Segment Start: Records provided

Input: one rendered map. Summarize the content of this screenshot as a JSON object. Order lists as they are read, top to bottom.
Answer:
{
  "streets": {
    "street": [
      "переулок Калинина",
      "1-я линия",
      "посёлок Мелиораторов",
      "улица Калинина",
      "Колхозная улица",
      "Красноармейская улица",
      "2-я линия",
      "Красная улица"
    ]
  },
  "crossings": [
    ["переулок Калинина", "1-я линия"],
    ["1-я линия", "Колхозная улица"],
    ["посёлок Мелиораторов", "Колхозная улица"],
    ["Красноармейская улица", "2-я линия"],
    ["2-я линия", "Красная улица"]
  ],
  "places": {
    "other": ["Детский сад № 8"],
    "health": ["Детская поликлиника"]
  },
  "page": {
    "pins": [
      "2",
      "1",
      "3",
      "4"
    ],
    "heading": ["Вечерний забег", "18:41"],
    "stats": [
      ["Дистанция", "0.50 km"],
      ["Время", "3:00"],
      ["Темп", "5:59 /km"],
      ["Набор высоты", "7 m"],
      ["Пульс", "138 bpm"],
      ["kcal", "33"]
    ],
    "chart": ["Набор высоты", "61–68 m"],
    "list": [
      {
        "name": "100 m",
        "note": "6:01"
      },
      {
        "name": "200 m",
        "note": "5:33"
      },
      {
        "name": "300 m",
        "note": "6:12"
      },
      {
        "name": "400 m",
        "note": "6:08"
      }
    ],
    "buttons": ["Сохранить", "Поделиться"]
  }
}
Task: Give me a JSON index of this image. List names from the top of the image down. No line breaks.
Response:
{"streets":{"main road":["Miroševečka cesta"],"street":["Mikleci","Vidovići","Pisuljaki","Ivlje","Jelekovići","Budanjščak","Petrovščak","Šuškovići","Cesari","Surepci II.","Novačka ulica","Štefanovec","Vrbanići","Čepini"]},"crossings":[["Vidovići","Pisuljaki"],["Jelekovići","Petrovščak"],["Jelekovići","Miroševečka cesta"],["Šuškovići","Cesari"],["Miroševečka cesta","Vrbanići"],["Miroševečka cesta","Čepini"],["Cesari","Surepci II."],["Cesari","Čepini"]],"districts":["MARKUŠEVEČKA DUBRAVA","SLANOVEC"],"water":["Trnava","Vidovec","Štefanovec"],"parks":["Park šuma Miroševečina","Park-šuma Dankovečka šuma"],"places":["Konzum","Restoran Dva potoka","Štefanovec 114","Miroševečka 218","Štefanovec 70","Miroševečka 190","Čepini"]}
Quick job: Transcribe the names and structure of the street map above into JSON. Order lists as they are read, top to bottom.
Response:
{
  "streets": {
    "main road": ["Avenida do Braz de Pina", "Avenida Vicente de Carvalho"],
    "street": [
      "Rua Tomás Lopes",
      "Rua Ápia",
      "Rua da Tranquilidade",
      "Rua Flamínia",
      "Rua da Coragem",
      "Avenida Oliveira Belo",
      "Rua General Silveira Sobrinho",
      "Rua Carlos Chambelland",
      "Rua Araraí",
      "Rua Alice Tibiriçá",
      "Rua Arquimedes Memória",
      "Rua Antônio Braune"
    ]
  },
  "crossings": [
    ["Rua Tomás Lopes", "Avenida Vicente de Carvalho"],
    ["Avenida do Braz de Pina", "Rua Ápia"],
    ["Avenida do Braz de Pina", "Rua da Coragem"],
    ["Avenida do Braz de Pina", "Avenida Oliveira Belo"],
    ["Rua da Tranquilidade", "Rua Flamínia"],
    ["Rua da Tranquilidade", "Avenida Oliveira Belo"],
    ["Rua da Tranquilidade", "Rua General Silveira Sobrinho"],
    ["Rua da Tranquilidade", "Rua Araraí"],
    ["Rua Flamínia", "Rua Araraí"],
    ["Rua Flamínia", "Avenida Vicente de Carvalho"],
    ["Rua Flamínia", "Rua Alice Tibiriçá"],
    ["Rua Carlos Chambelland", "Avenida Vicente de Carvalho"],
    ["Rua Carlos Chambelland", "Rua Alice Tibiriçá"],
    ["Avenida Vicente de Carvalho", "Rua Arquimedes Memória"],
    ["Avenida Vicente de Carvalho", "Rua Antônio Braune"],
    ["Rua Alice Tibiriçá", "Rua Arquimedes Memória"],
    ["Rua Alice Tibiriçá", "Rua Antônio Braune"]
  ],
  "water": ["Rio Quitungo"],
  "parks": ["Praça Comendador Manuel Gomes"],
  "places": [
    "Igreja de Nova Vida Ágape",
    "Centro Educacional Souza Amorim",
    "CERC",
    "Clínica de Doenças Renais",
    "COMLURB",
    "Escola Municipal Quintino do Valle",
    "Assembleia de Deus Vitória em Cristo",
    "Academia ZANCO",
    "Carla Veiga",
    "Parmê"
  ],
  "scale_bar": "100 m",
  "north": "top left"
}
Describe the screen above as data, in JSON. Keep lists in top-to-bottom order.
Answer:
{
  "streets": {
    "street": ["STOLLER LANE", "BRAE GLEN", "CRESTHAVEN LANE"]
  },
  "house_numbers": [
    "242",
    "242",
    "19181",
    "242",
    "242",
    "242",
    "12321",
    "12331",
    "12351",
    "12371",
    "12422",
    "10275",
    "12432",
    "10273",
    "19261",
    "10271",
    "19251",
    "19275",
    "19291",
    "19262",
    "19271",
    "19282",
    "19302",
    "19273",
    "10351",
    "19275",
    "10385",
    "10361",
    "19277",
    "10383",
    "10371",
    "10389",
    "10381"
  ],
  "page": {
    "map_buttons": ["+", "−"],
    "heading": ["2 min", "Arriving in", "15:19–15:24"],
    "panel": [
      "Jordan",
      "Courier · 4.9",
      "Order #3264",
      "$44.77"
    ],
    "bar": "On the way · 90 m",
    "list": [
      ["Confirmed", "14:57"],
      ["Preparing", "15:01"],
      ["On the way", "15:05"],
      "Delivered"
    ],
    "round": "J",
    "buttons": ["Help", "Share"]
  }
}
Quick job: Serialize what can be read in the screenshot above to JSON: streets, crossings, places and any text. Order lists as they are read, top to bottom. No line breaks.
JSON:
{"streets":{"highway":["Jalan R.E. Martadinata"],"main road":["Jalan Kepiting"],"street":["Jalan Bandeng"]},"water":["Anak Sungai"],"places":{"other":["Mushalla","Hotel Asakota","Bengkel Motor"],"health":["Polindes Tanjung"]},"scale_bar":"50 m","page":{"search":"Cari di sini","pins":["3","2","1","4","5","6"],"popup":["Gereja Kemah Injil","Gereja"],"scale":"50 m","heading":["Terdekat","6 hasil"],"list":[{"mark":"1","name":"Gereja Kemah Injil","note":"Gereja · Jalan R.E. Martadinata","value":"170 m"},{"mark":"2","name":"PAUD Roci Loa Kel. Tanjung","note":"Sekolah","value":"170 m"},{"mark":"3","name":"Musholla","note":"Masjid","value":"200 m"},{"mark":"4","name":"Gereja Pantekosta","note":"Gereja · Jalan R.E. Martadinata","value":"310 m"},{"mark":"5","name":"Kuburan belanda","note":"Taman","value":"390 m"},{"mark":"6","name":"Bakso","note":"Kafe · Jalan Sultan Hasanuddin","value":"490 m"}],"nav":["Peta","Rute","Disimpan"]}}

Segment End: Records provided

→ What to produce
Would you repeat each line above exactly as it stands?

→ Answer for the task
Input: one rendered map. Summarize the content of this screenshot as a JSON object. Order lists as they are read, top to bottom.
Answer:
{
  "streets": {
    "street": [
      "переулок Калинина",
      "1-я линия",
      "посёлок Мелиораторов",
      "улица Калинина",
      "Колхозная улица",
      "Красноармейская улица",
      "2-я линия",
      "Красная улица"
    ]
  },
  "crossings": [
    ["переулок Калинина", "1-я линия"],
    ["1-я линия", "Колхозная улица"],
    ["посёлок Мелиораторов", "Колхозная улица"],
    ["Красноармейская улица", "2-я линия"],
    ["2-я линия", "Красная улица"]
  ],
  "places": {
    "other": ["Детский сад № 8"],
    "health": ["Детская поликлиника"]
  },
  "page": {
    "pins": [
      "2",
      "1",
      "3",
      "4"
    ],
    "heading": ["Вечерний забег", "18:41"],
    "stats": [
      ["Дистанция", "0.50 km"],
      ["Время", "3:00"],
      ["Темп", "5:59 /km"],
      ["Набор высоты", "7 m"],
      ["Пульс", "138 bpm"],
      ["kcal", "33"]
    ],
    "chart": ["Набор высоты", "61–68 m"],
    "list": [
      {
        "name": "100 m",
        "note": "6:01"
      },
      {
        "name": "200 m",
        "note": "5:33"
      },
      {
        "name": "300 m",
        "note": "6:12"
      },
      {
        "name": "400 m",
        "note": "6:08"
      }
    ],
    "buttons": ["Сохранить", "Поделиться"]
  }
}
Task: Give me a JSON index of this image. List names from the top of the image down. No line breaks.
Response:
{"streets":{"main road":["Miroševečka cesta"],"street":["Mikleci","Vidovići","Pisuljaki","Ivlje","Jelekovići","Budanjščak","Petrovščak","Šuškovići","Cesari","Surepci II.","Novačka ulica","Štefanovec","Vrbanići","Čepini"]},"crossings":[["Vidovići","Pisuljaki"],["Jelekovići","Petrovščak"],["Jelekovići","Miroševečka cesta"],["Šuškovići","Cesari"],["Miroševečka cesta","Vrbanići"],["Miroševečka cesta","Čepini"],["Cesari","Surepci II."],["Cesari","Čepini"]],"districts":["MARKUŠEVEČKA DUBRAVA","SLANOVEC"],"water":["Trnava","Vidovec","Štefanovec"],"parks":["Park šuma Miroševečina","Park-šuma Dankovečka šuma"],"places":["Konzum","Restoran Dva potoka","Štefanovec 114","Miroševečka 218","Štefanovec 70","Miroševečka 190","Čepini"]}
Quick job: Transcribe the names and structure of the street map above into JSON. Order lists as they are read, top to bottom.
Response:
{
  "streets": {
    "main road": ["Avenida do Braz de Pina", "Avenida Vicente de Carvalho"],
    "street": [
      "Rua Tomás Lopes",
      "Rua Ápia",
      "Rua da Tranquilidade",
      "Rua Flamínia",
      "Rua da Coragem",
      "Avenida Oliveira Belo",
      "Rua General Silveira Sobrinho",
      "Rua Carlos Chambelland",
      "Rua Araraí",
      "Rua Alice Tibiriçá",
      "Rua Arquimedes Memória",
      "Rua Antônio Braune"
    ]
  },
  "crossings": [
    ["Rua Tomás Lopes", "Avenida Vicente de Carvalho"],
    ["Avenida do Braz de Pina", "Rua Ápia"],
    ["Avenida do Braz de Pina", "Rua da Coragem"],
    ["Avenida do Braz de Pina", "Avenida Oliveira Belo"],
    ["Rua da Tranquilidade", "Rua Flamínia"],
    ["Rua da Tranquilidade", "Avenida Oliveira Belo"],
    ["Rua da Tranquilidade", "Rua General Silveira Sobrinho"],
    ["Rua da Tranquilidade", "Rua Araraí"],
    ["Rua Flamínia", "Rua Araraí"],
    ["Rua Flamínia", "Avenida Vicente de Carvalho"],
    ["Rua Flamínia", "Rua Alice Tibiriçá"],
    ["Rua Carlos Chambelland", "Avenida Vicente de Carvalho"],
    ["Rua Carlos Chambelland", "Rua Alice Tibiriçá"],
    ["Avenida Vicente de Carvalho", "Rua Arquimedes Memória"],
    ["Avenida Vicente de Carvalho", "Rua Antônio Braune"],
    ["Rua Alice Tibiriçá", "Rua Arquimedes Memória"],
    ["Rua Alice Tibiriçá", "Rua Antônio Braune"]
  ],
  "water": ["Rio Quitungo"],
  "parks": ["Praça Comendador Manuel Gomes"],
  "places": [
    "Igreja de Nova Vida Ágape",
    "Centro Educacional Souza Amorim",
    "CERC",
    "Clínica de Doenças Renais",
    "COMLURB",
    "Escola Municipal Quintino do Valle",
    "Assembleia de Deus Vitória em Cristo",
    "Academia ZANCO",
    "Carla Veiga",
    "Parmê"
  ],
  "scale_bar": "100 m",
  "north": "top left"
}
Describe the screen above as data, in JSON. Keep lists in top-to-bottom order.
Answer:
{
  "streets": {
    "street": ["STOLLER LANE", "BRAE GLEN", "CRESTHAVEN LANE"]
  },
  "house_numbers": [
    "242",
    "242",
    "19181",
    "242",
    "242",
    "242",
    "12321",
    "12331",
    "12351",
    "12371",
    "12422",
    "10275",
    "12432",
    "10273",
    "19261",
    "10271",
    "19251",
    "19275",
    "19291",
    "19262",
    "19271",
    "19282",
    "19302",
    "19273",
    "10351",
    "19275",
    "10385",
    "10361",
    "19277",
    "10383",
    "10371",
    "10389",
    "10381"
  ],
  "page": {
    "map_buttons": ["+", "−"],
    "heading": ["2 min", "Arriving in", "15:19–15:24"],
    "panel": [
      "Jordan",
      "Courier · 4.9",
      "Order #3264",
      "$44.77"
    ],
    "bar": "On the way · 90 m",
    "list": [
      ["Confirmed", "14:57"],
      ["Preparing", "15:01"],
      ["On the way", "15:05"],
      "Delivered"
    ],
    "round": "J",
    "buttons": ["Help", "Share"]
  }
}
Quick job: Serialize what can be read in the screenshot above to JSON: streets, crossings, places and any text. Order lists as they are read, top to bottom. No line breaks.
JSON:
{"streets":{"highway":["Jalan R.E. Martadinata"],"main road":["Jalan Kepiting"],"street":["Jalan Bandeng"]},"water":["Anak Sungai"],"places":{"other":["Mushalla","Hotel Asakota","Bengkel Motor"],"health":["Polindes Tanjung"]},"scale_bar":"50 m","page":{"search":"Cari di sini","pins":["3","2","1","4","5","6"],"popup":["Gereja Kemah Injil","Gereja"],"scale":"50 m","heading":["Terdekat","6 hasil"],"list":[{"mark":"1","name":"Gereja Kemah Injil","note":"Gereja · Jalan R.E. Martadinata","value":"170 m"},{"mark":"2","name":"PAUD Roci Loa Kel. Tanjung","note":"Sekolah","value":"170 m"},{"mark":"3","name":"Musholla","note":"Masjid","value":"200 m"},{"mark":"4","name":"Gereja Pantekosta","note":"Gereja · Jalan R.E. Martadinata","value":"310 m"},{"mark":"5","name":"Kuburan belanda","note":"Taman","value":"390 m"},{"mark":"6","name":"Bakso","note":"Kafe · Jalan Sultan Hasanuddin","value":"490 m"}],"nav":["Peta","Rute","Disimpan"]}}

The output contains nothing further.